Start of Block
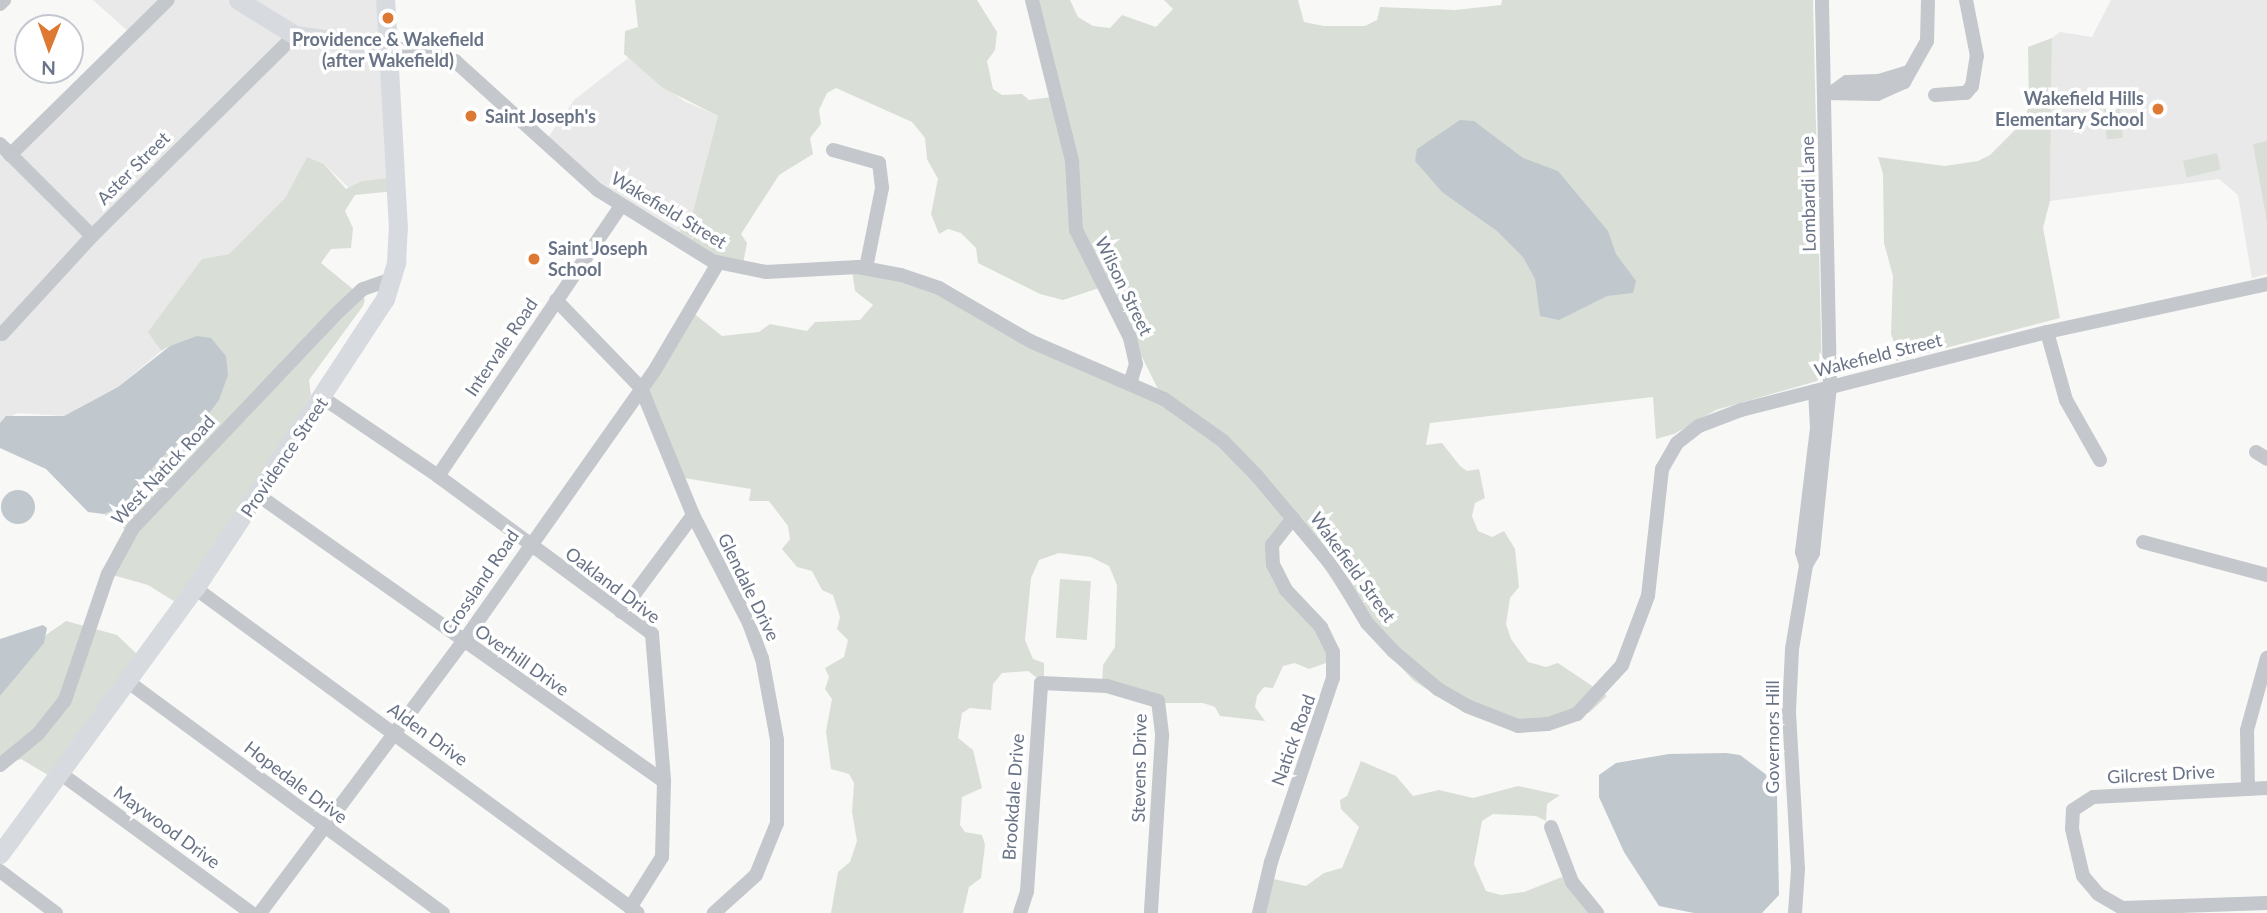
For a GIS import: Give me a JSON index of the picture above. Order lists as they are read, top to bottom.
{
  "streets": {
    "main road": ["Providence Street"],
    "street": [
      "Aster Street",
      "Lombardi Lane",
      "Wakefield Street",
      "Wilson Street",
      "Intervale Road",
      "West Natick Road",
      "Crossland Road",
      "Oakland Drive",
      "Glendale Drive",
      "Overhill Drive",
      "Alden Drive",
      "Governors Hill",
      "Natick Road",
      "Stevens Drive",
      "Gilcrest Drive",
      "Hopedale Drive",
      "Brookdale Drive",
      "Maywood Drive"
    ]
  },
  "crossings": [
    ["Lombardi Lane", "Wakefield Street"],
    ["Lombardi Lane", "Governors Hill"],
    ["Wakefield Street", "Wilson Street"],
    ["Wakefield Street", "Intervale Road"],
    ["Wakefield Street", "Providence Street"],
    ["Wakefield Street", "Crossland Road"],
    ["Wakefield Street", "Governors Hill"],
    ["Wakefield Street", "Natick Road"],
    ["Intervale Road", "Oakland Drive"],
    ["Intervale Road", "Glendale Drive"],
    ["Providence Street", "West Natick Road"],
    ["Providence Street", "Oakland Drive"],
    ["Providence Street", "Overhill Drive"],
    ["Providence Street", "Alden Drive"],
    ["Providence Street", "Hopedale Drive"],
    ["Providence Street", "Maywood Drive"],
    ["Crossland Road", "Oakland Drive"],
    ["Crossland Road", "Glendale Drive"],
    ["Crossland Road", "Overhill Drive"],
    ["Crossland Road", "Alden Drive"],
    ["Crossland Road", "Hopedale Drive"],
    ["Oakland Drive", "Overhill Drive"],
    ["Oakland Drive", "Alden Drive"],
    ["Stevens Drive", "Brookdale Drive"]
  ],
  "places": [
    "Providence & Wakefield (after Wakefield)",
    "Wakefield Hills Elementary School",
    "Saint Joseph's",
    "Saint Joseph School"
  ],
  "north": "bottom"
}
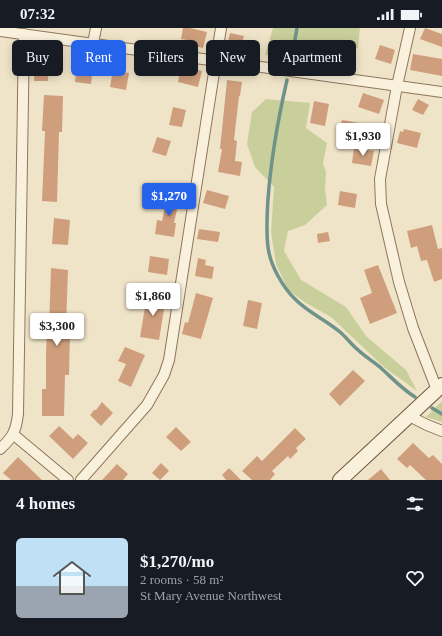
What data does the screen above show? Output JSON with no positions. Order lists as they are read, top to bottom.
{
  "page": {
    "status": "07:32",
    "chip": [
      "Buy",
      "Rent",
      "Filters",
      "New",
      "Apartment"
    ],
    "price": [
      "$1,930",
      "$1,270",
      "$1,860",
      "$3,300"
    ],
    "heading": "4 homes",
    "list": [
      {
        "name": "$1,270/mo",
        "note": "2 rooms · 58 m² · St Mary Avenue Northwest"
      }
    ]
  }
}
End of Block
# What to produce
Find all the lines with "above" in the data and copy them.

# Exercise answer
For a GIS import: Give me a JSON index of the picture above. Order lists as they are read, top to bottom.
What data does the screen above show? Output JSON with no positions. Order lists as they are read, top to bottom.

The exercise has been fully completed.